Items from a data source
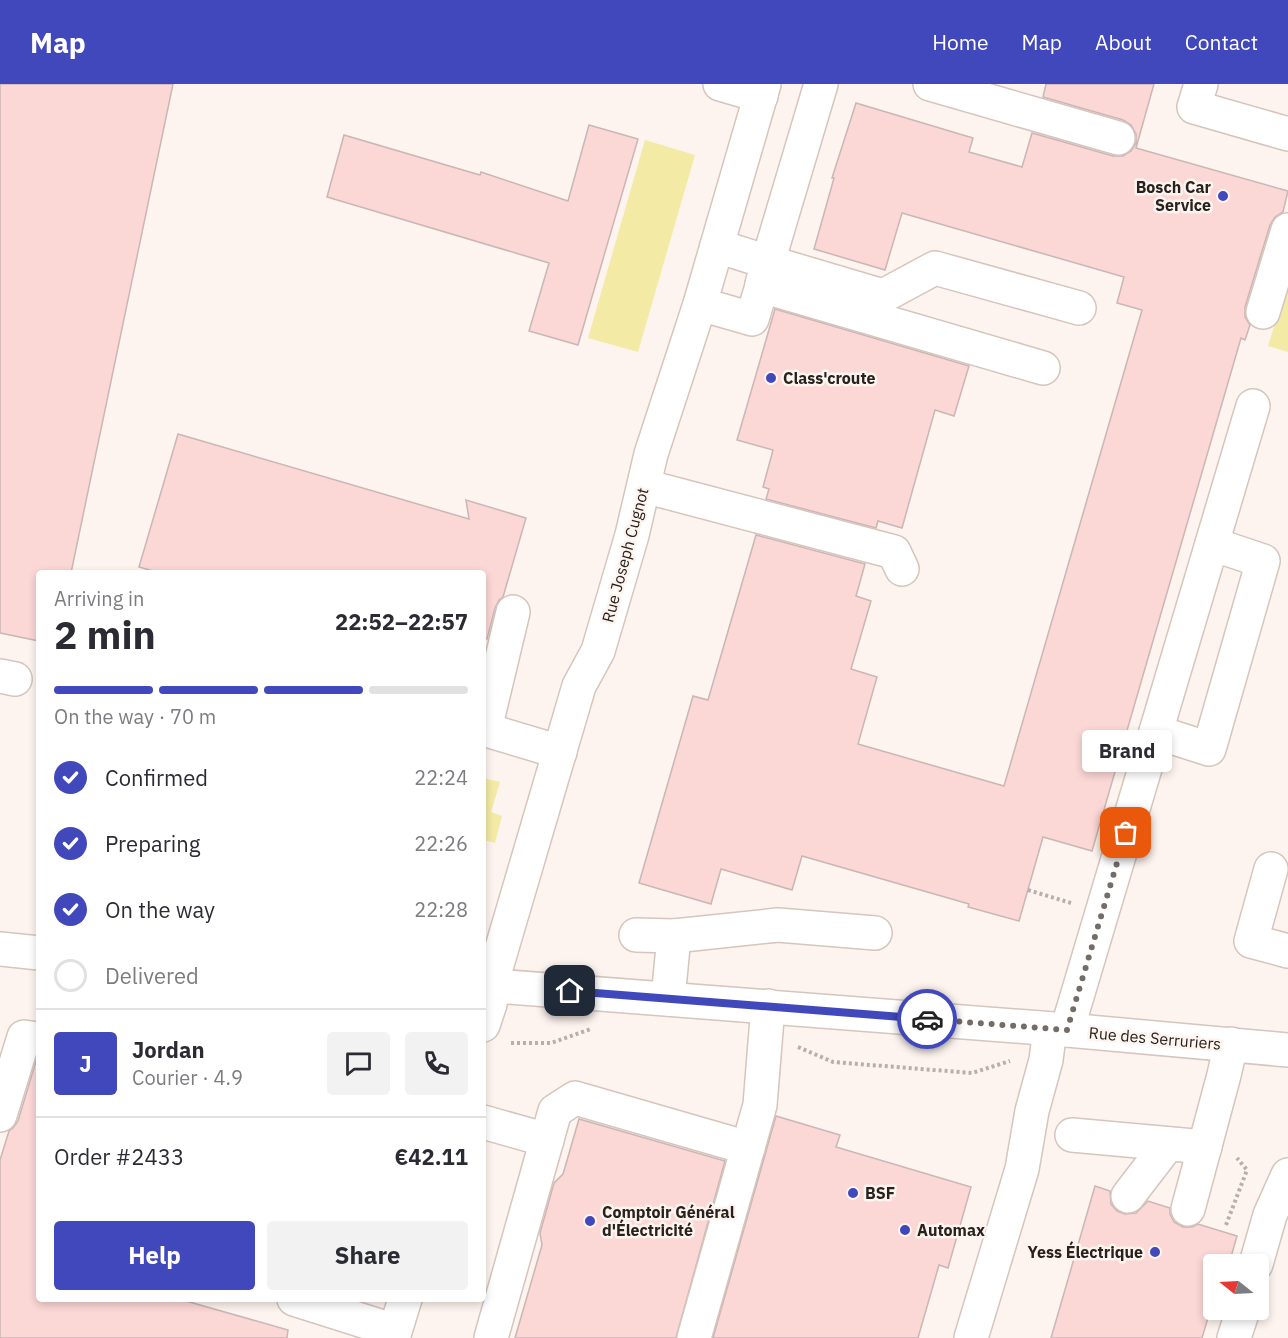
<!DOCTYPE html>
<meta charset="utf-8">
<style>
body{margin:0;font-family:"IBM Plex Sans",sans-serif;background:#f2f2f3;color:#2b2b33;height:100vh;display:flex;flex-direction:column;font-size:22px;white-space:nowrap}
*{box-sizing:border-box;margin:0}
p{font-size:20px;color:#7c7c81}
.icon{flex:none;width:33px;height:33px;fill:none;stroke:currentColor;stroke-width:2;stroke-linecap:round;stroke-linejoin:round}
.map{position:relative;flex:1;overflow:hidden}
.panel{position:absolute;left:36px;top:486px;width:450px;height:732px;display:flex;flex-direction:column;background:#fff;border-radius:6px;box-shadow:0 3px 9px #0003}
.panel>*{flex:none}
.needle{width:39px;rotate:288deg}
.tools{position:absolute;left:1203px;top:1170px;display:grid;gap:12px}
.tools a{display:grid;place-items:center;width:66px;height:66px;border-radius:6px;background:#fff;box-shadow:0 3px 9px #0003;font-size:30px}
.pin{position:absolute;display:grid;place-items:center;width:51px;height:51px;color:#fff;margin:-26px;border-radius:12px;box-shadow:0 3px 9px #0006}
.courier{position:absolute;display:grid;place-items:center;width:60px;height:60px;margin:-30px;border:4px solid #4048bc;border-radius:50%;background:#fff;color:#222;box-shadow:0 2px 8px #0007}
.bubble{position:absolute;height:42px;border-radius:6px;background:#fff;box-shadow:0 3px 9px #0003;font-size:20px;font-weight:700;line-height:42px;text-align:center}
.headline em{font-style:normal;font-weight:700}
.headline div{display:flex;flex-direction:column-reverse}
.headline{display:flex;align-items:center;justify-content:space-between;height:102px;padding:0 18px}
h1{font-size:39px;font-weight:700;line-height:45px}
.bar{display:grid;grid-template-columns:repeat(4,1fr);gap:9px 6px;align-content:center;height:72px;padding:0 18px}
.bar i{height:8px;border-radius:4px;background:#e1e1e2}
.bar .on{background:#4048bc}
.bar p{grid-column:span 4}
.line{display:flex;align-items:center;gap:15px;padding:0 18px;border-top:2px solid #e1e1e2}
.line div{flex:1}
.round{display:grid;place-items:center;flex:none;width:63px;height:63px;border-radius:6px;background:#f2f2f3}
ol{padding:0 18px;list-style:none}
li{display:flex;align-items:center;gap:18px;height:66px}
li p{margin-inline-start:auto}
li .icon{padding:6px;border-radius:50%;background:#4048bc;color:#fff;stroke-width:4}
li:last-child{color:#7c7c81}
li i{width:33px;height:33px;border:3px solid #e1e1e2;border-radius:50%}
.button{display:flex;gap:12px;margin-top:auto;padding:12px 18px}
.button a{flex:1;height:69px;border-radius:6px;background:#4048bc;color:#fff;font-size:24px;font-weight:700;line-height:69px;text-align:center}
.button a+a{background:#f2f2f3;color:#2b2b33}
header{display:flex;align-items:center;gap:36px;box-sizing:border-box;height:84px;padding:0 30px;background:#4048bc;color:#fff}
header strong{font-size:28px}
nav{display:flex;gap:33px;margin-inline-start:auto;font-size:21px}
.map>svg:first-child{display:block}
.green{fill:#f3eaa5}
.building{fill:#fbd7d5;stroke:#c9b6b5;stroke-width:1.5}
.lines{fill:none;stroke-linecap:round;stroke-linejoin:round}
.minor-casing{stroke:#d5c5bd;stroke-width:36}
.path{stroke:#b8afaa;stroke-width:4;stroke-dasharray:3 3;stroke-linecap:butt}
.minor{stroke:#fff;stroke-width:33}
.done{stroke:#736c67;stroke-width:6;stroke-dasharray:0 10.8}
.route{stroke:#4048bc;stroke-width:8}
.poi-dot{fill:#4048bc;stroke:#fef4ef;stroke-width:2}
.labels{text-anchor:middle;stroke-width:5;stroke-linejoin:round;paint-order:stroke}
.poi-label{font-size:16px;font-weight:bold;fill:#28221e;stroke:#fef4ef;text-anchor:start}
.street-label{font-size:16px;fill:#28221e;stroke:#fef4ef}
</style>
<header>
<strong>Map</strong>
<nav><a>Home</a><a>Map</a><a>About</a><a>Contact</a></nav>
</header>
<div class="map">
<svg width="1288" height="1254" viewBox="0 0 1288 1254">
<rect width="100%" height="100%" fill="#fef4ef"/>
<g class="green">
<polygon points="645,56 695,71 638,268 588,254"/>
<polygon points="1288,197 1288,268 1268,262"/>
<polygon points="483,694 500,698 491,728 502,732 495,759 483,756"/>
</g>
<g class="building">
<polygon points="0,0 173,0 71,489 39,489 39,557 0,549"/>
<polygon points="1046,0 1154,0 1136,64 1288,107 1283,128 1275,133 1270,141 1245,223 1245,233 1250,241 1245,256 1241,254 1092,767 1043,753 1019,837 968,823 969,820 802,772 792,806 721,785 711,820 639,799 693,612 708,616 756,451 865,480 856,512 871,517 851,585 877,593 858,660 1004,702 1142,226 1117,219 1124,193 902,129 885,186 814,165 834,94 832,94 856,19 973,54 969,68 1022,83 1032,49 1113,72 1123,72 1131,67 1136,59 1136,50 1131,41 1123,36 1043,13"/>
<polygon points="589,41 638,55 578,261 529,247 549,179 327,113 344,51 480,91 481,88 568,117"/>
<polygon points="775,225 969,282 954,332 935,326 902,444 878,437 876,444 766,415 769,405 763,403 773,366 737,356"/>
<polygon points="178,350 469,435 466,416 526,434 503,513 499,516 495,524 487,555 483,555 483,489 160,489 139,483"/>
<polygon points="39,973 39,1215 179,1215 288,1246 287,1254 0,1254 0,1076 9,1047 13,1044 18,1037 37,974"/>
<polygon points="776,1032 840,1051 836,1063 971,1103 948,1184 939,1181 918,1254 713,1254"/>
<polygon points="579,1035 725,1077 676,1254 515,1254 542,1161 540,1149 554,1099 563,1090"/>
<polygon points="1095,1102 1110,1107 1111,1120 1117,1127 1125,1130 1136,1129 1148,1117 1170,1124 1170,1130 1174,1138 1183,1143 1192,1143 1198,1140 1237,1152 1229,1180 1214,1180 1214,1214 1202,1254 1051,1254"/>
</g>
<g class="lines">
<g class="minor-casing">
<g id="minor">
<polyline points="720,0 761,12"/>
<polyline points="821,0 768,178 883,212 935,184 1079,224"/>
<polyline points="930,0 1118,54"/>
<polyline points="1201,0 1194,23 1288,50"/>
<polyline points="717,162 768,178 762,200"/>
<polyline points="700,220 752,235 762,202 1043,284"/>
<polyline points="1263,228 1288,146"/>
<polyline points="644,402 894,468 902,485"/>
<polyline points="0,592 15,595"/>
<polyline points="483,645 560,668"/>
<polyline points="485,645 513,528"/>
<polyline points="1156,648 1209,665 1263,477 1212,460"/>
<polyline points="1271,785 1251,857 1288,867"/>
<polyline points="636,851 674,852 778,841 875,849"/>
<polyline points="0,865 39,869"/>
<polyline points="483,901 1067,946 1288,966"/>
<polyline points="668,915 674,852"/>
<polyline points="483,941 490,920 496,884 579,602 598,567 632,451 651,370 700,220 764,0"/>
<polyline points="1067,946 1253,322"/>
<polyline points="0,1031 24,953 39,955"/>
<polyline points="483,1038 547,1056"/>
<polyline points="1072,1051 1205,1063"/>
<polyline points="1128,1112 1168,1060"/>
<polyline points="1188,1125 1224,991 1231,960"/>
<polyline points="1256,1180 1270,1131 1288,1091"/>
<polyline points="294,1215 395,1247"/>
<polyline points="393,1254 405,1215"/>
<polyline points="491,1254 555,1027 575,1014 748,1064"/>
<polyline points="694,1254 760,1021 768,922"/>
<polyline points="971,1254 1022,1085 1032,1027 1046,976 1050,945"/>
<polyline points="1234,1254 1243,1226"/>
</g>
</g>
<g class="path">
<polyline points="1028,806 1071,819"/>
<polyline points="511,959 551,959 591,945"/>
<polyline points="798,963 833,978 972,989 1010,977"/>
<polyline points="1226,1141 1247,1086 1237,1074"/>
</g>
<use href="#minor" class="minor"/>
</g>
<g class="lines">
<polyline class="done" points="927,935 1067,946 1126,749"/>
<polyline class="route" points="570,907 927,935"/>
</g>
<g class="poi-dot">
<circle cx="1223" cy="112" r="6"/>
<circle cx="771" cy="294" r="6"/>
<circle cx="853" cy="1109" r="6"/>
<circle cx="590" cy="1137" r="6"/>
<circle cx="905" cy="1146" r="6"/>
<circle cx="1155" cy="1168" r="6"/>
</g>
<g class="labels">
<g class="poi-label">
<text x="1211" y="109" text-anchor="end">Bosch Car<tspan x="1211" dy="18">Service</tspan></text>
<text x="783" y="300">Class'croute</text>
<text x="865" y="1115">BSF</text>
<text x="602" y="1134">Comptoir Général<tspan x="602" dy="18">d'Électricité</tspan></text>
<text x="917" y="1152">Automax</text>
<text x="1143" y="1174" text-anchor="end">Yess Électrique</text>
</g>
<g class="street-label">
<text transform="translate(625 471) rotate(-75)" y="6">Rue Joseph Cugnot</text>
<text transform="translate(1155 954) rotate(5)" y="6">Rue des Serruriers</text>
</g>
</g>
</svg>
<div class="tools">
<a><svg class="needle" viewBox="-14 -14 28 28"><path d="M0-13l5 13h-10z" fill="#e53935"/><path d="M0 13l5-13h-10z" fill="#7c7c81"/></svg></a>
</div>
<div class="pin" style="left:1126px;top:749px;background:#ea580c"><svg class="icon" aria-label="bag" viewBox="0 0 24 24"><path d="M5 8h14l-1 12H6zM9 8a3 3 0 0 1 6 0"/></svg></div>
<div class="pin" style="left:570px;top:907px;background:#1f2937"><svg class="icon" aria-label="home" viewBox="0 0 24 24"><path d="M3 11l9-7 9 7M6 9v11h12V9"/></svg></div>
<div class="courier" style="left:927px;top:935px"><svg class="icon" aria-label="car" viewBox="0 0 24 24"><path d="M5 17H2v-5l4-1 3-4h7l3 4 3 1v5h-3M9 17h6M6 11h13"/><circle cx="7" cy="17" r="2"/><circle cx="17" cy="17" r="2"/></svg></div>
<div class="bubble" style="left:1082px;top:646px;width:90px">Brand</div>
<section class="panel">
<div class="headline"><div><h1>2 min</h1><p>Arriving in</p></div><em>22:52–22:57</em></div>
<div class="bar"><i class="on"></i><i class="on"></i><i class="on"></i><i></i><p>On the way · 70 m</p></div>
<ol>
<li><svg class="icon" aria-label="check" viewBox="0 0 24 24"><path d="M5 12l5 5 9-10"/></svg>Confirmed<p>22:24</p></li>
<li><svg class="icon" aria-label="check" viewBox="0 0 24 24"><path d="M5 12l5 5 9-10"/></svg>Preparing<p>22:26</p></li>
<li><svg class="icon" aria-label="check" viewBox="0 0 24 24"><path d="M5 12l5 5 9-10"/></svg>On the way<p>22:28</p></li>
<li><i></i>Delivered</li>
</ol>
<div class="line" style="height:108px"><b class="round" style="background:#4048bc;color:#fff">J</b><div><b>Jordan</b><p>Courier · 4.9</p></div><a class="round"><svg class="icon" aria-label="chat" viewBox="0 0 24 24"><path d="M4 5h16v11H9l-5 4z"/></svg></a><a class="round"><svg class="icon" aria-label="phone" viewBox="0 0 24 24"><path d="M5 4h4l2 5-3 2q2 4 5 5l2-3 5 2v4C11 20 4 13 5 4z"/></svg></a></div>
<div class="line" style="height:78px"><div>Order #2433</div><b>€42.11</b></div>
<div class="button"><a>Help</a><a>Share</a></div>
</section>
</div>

## Directions for this task
Each line in the data that holds the string "linejoin" should be found and copied.

## Task solution
.icon{flex:none;width:33px;height:33px;fill:none;stroke:currentColor;stroke-width:2;stroke-linecap:round;stroke-linejoin:round}
.lines{fill:none;stroke-linecap:round;stroke-linejoin:round}
.labels{text-anchor:middle;stroke-width:5;stroke-linejoin:round;paint-order:stroke}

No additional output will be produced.